Friday, January 12, 2018 /04:51PM / Fitch Ratings 

Recent decisions by the Angolan authorities, including the shift to a more flexible exchange rate mechanism, signal an accelerated and potentially more effective economic policy adjustment, Fitch Ratings says. However, the lack of clarity over how some of the measures will be implemented may limit their effectiveness, and the adjustment carries execution risk.

At the start of January, Banco Nacional de Angola (BNA) announced that it would move from a de facto currency peg against the US dollar to a managed exchange rate band system. On 9 January, the new system went into effect following a foreign currency auction, resulting in an 11% depreciation of the kwanza against the US dollar, to AOA185 per USD, from AOA165.

Moving away from the currency peg is the latest measure aimed at ameliorating the fiscal and external imbalances caused by lower oil prices since President Joao Lourenco took office in September last year, and follows cabinet approval of a Macroeconomic Stabilization Programme (PEM) in December. The wide spread between the parallel and official market rates highlighted how the peg, along with the numerous administrative measures and exchange controls, constrained foreign currency liquidity. Foreign currency shortages have dampened Angola's growth prospects.

However, it is not yet clear how the authorities will follow up this week's initial exchange rate adjustment and how new policy will be implemented over time. The BNA has not specified how wide the kwanza's trading band will be, whether it will be adjusted, and whether dollar sales will be targeted to specific parts of the economy. The depreciation is likely to further increase inflationary pressures in the short term, but ultimately bringing inflation within the BNA's target of 7%-9% will depend on establishing the credibility of the new mechanism.

Together with recent higher oil prices, the depreciation is likely to reduce FX supply shortages and improve growth prospects, but further depreciation would be needed to meet the economy's need for foreign currency, close the gap with the parallel market, and help anchor inflation expectations.

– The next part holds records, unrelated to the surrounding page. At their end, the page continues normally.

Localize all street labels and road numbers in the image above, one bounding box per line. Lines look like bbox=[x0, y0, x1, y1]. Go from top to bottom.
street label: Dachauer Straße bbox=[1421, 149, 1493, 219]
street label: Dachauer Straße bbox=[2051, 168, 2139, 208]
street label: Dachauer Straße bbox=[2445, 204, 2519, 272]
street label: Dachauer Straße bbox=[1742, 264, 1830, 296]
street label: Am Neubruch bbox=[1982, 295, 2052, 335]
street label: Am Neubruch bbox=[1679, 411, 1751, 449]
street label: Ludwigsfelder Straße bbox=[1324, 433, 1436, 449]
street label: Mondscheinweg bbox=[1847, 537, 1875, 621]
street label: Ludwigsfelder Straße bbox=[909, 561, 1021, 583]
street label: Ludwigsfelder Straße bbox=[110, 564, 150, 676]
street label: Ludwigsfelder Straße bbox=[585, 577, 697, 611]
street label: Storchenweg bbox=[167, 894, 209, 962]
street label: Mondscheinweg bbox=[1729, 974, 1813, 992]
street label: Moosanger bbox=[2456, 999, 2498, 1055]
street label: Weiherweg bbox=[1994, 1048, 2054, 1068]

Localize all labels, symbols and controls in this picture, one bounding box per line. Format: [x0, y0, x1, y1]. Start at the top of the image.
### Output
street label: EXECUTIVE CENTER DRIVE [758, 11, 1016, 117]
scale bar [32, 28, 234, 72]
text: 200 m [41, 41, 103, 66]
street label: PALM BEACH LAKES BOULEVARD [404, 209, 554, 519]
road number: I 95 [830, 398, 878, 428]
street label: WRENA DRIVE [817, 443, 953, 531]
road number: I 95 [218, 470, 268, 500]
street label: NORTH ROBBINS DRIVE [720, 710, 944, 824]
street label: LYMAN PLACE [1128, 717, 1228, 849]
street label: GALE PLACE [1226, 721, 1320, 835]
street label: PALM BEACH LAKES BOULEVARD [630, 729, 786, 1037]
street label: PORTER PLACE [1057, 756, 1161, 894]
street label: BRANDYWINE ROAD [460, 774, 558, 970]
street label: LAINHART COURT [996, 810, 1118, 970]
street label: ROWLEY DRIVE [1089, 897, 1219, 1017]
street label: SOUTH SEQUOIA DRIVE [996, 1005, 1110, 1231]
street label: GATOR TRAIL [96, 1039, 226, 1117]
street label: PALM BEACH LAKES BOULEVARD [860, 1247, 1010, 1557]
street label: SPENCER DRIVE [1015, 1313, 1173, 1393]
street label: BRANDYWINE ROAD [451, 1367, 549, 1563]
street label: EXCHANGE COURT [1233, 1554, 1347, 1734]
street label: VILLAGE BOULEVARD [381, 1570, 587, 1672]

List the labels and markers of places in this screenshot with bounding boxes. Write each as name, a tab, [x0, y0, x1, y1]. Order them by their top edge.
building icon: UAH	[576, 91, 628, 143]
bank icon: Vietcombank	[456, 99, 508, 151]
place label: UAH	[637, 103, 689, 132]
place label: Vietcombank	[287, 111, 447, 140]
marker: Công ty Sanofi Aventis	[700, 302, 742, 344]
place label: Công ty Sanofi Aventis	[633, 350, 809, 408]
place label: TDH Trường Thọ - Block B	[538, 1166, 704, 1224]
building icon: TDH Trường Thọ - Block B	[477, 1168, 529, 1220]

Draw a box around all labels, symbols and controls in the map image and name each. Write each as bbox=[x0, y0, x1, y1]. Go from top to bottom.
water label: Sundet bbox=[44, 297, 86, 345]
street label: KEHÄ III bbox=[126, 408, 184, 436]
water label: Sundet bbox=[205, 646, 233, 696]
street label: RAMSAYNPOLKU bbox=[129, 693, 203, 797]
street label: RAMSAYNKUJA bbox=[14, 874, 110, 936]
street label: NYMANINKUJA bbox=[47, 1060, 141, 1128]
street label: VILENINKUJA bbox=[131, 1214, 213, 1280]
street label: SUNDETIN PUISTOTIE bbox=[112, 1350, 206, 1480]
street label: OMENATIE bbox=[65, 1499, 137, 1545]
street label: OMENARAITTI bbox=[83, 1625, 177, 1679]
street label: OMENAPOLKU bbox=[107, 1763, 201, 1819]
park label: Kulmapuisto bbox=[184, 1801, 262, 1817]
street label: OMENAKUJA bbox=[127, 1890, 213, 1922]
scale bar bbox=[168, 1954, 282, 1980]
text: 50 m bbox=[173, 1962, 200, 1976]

As we noted when we affirmed Angola's 'B'/Negative sovereign rating last September, persistent inflation pressure and currency shortages meant that the exchange rate was unlikely to be sustainable. Our baseline scenario envisaged that the BNA would take action sometime in 1H18 and that the exchange rate would fall to AOA200 per USD, compared with a black market rate of around AOA430. We now believe that the rate is likely to depreciate beyond AOA200 by the end of the first quarter but is unlikely to eliminate the gap with the parallel market.

Kwanza depreciation beyond our earlier expectation will also worsen Angola's government debt ratios, as foreign currency-denominated debt accounts for 40% of total public debt (51% of GDP). The government said earlier this month that in order to reduce its debt service burden it is considering buying back short-term debt and refinancing it with debt with a longer maturity.

The Negative Outlook on Angola's sovereign rating reflects subdued growth prospects stemming from tight foreign currency liquidity and high inflation. An effective policy adjustment, resulting in reduced external and macroeconomic vulnerabilities, could lead to a stabilisation of the rating.